Here’s a simple diagnostic to identify the relative importance of values. This list is by no means exhaustive, but you will get the idea.

Try our values diagnostic for yourself:

values have a big impact on employee engagement

What can leaders do to ensure organisational values and employee values are aligned?

The organisation’s leaders need to define the core values for the organisation. These are the things that define leadership behaviour and culture.

Whilst it may be useful and appropriate to seek input from employees around what they want the organisation culture to be like, the organisation’s values must ultimately be decided upon by senior leaders to ensure they can deliver on those values.

However, leaders should make the effort to understand each individual employee’s own personal values and adapt to ensure those needs are met.

Effective leaders are good at giving people what they need rather than what the leader wants. They are able to recognise how their own values are influencing their leadership behaviour and modify their behaviour to ensure it aligns with their employees’ own values and needs.
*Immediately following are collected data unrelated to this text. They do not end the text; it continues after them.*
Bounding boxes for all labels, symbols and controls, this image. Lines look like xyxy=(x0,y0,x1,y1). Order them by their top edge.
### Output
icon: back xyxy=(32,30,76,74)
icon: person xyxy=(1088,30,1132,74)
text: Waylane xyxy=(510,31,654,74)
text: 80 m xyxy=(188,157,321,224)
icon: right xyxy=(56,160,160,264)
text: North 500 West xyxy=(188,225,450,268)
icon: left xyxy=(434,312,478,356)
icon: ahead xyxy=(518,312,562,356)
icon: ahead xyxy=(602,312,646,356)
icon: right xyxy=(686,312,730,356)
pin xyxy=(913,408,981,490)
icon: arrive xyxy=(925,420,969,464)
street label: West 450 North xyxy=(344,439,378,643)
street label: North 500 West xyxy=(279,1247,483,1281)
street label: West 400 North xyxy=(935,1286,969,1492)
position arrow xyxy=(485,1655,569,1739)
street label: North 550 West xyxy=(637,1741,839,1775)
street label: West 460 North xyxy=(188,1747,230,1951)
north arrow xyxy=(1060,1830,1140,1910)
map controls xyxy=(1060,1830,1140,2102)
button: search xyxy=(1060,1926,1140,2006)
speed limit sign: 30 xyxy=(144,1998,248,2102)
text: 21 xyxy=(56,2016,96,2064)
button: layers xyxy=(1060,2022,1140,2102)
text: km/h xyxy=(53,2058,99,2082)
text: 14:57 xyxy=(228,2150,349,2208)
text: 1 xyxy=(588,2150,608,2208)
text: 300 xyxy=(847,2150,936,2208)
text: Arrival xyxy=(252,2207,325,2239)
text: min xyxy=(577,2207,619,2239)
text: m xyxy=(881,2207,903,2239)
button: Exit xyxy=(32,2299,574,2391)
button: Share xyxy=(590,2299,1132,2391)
Finally, leaders must act when people behave in a way that is contradictory to the organisation’s values.

The moment that someone is seen to be allowed to behave in a way that is counter to the organisation’s values, or behave in a way that insults someone else’s values, it will send an enormously powerful signal to the organisation that those values are actually not that important.

This is why values must be grounded in actions and not just words, policies or statements.

In Conclusion

Only when organisations have authentic values, consistent leadership style and the ability to ensure the needs of individual employees are met will they begin to see true employee engagement.